[Stored data entries]

□ □ □ □ □ □ □

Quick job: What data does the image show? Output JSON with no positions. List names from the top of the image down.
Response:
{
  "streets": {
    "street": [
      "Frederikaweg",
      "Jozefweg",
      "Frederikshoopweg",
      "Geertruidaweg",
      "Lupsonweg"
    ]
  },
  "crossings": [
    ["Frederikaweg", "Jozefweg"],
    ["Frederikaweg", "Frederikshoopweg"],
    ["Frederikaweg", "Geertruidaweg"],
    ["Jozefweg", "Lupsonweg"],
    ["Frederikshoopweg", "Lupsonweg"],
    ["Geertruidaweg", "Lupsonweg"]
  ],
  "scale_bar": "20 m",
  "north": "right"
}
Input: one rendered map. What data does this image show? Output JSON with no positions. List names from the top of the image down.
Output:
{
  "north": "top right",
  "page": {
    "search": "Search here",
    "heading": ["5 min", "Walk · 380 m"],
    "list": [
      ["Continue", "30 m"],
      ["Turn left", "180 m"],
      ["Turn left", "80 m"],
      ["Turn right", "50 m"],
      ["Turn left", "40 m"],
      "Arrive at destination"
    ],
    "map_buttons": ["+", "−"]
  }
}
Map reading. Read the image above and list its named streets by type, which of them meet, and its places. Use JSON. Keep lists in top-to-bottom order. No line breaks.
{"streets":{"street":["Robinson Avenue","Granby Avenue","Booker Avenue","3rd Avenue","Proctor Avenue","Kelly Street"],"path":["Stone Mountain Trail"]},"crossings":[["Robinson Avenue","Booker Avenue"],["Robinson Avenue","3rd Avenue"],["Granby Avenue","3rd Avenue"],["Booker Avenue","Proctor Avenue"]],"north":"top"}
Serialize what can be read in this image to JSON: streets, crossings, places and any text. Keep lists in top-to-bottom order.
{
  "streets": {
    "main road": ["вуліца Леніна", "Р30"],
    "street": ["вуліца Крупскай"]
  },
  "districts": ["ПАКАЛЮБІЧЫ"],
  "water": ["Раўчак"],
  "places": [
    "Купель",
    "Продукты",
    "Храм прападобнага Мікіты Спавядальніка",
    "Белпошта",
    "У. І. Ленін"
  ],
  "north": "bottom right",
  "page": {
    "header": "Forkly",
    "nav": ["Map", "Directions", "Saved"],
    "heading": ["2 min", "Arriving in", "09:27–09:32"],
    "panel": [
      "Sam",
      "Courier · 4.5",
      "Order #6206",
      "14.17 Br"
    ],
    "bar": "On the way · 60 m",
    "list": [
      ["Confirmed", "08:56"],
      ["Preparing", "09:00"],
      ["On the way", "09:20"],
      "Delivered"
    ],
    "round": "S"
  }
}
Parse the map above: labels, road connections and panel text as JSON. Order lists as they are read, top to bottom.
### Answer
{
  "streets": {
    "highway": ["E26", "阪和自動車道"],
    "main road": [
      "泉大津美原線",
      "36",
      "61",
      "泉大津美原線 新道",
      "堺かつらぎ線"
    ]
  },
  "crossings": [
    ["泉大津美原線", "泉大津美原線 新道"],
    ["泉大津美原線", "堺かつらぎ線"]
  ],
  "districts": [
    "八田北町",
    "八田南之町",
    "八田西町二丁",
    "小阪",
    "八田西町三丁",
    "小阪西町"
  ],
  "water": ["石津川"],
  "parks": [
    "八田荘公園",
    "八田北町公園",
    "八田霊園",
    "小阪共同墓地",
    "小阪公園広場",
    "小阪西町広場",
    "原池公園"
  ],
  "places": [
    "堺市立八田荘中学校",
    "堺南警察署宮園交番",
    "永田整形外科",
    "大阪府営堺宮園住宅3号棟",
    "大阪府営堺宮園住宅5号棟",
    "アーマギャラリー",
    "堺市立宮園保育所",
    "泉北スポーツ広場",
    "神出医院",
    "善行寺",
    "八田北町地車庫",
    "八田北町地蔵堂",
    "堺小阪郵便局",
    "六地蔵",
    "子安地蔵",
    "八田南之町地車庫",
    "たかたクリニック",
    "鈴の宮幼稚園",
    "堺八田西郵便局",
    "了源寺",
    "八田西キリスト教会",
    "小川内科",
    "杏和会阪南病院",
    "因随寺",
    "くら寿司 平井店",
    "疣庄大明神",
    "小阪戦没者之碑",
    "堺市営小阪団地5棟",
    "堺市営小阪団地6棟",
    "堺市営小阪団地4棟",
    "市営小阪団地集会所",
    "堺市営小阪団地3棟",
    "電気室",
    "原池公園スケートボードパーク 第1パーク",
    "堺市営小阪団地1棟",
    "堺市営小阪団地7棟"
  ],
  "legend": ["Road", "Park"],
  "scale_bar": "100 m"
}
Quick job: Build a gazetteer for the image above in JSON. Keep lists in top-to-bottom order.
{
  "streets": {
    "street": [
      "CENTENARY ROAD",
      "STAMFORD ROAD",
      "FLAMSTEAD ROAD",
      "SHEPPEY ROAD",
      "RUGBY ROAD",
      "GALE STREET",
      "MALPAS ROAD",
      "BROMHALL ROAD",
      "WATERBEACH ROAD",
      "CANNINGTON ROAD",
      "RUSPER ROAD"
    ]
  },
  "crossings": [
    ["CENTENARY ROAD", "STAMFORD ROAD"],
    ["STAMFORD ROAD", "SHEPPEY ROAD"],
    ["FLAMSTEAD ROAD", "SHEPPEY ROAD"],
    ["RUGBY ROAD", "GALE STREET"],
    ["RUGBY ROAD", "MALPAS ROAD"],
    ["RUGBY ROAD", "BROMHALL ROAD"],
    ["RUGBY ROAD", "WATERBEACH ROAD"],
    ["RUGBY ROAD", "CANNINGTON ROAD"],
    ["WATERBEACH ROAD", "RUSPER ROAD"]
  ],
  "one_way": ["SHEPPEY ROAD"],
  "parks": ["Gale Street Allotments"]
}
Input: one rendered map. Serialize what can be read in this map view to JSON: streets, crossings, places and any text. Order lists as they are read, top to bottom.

□ □ □ □ □ □ □

▶ _Activity_
Examine the records and report how many lines contain the string "they". Only the number should be given.

▶ _Your response_
2